* **TASK DESCRIPTION**
Lines holding the string "Format": copy each one from the listing below.

* **DATA PROVIDED**
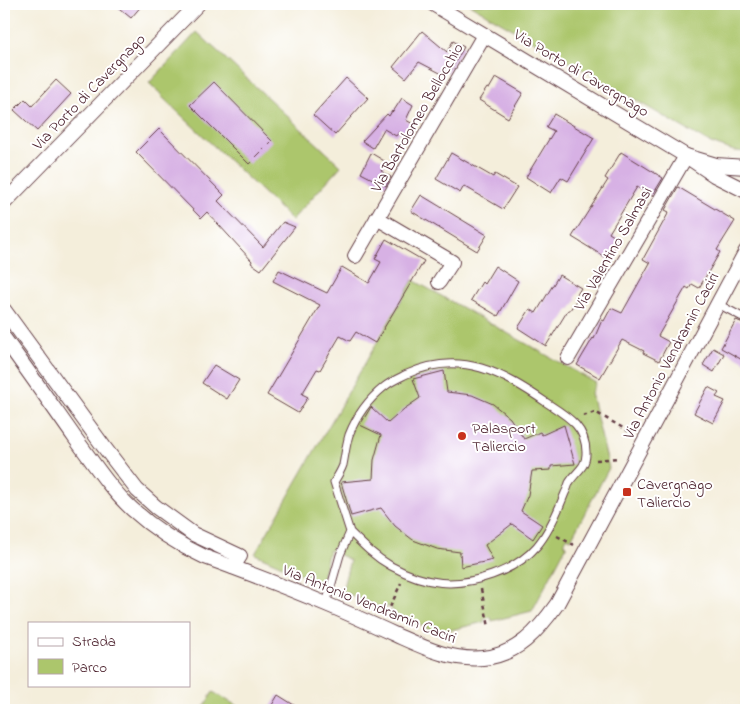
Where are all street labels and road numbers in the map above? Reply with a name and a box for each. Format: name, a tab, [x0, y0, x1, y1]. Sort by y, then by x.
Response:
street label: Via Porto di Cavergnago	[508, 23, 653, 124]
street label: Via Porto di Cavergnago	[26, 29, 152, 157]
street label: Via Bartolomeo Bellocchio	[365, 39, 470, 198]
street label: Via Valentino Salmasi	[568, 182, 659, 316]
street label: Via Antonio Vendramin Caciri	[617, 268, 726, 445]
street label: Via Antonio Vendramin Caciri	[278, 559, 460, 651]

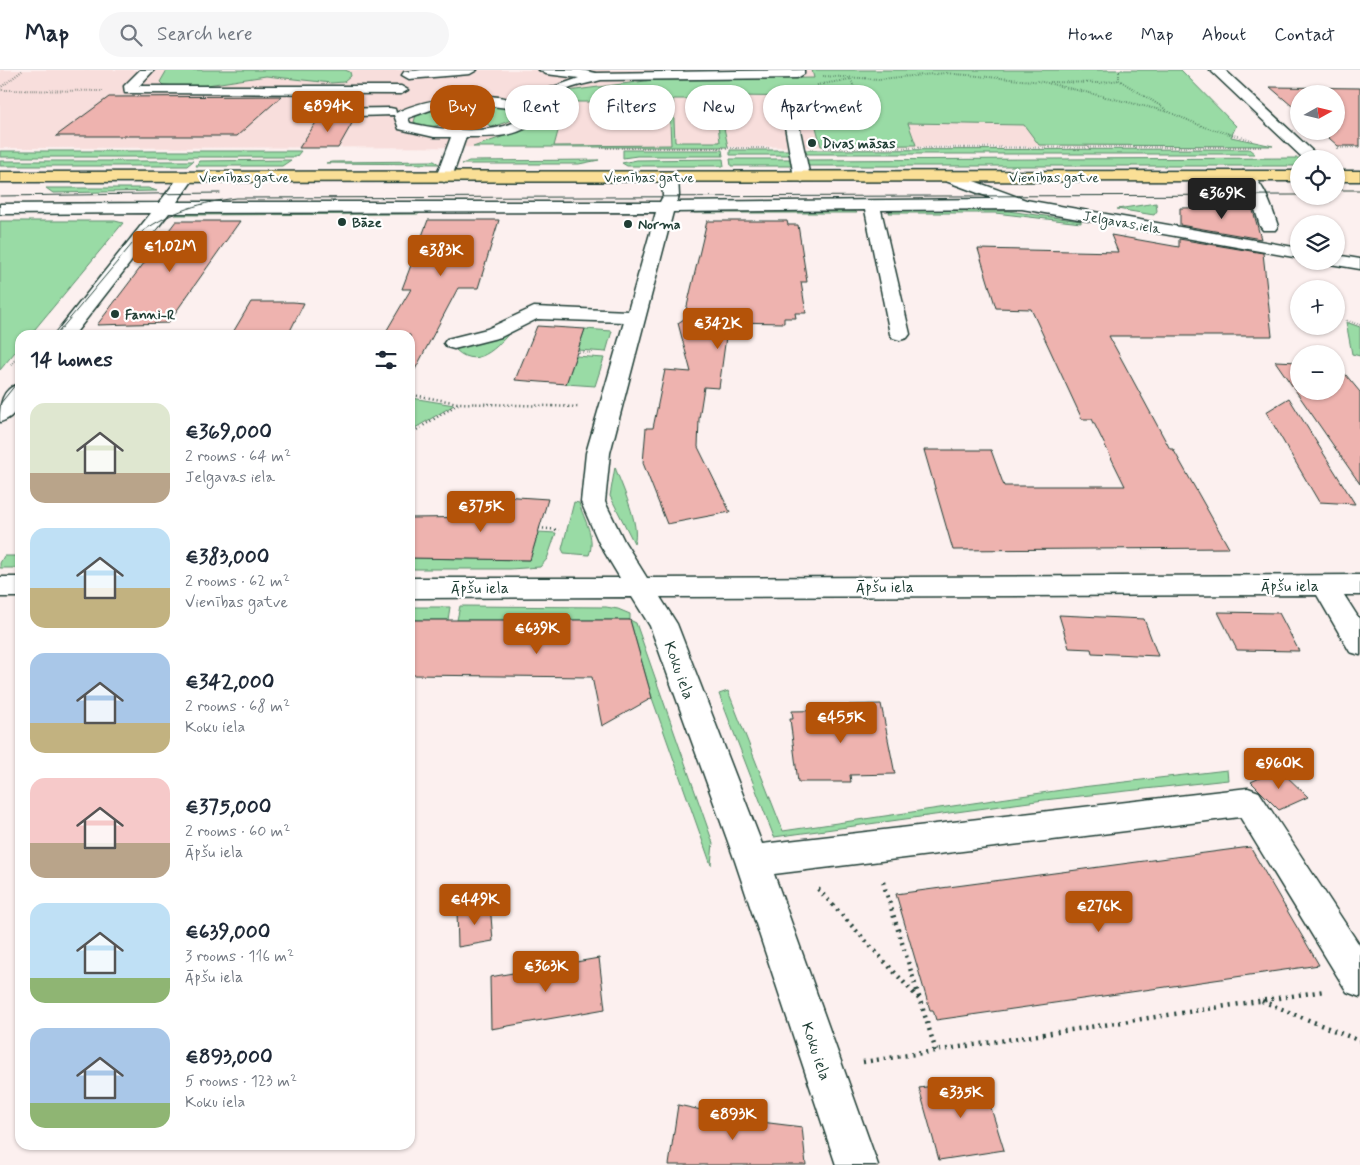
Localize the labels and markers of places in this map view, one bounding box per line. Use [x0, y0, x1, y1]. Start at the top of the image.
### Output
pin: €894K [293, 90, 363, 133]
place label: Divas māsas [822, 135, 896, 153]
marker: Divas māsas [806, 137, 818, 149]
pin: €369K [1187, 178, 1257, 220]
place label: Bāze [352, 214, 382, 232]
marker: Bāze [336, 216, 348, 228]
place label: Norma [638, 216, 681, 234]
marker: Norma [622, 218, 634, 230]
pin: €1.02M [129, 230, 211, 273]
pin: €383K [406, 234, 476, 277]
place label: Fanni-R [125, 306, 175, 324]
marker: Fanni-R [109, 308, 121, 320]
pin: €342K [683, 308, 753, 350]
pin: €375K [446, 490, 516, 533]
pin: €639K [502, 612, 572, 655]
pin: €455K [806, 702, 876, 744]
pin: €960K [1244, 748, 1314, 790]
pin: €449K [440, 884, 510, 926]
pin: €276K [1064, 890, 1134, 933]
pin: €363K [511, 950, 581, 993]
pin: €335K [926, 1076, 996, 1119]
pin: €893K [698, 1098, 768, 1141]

--

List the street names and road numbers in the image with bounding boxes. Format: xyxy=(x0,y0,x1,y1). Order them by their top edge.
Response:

* **ANSWER SPACE**
Where are all street labels and road numbers in the map above? Reply with a name and a box for each. Format: name, a tab, [x0, y0, x1, y1]. Sort by y, then by x.
List the street names and road numbers in the image with bounding boxes. Format: xyxy=(x0,y0,x1,y1). Order them by their top edge.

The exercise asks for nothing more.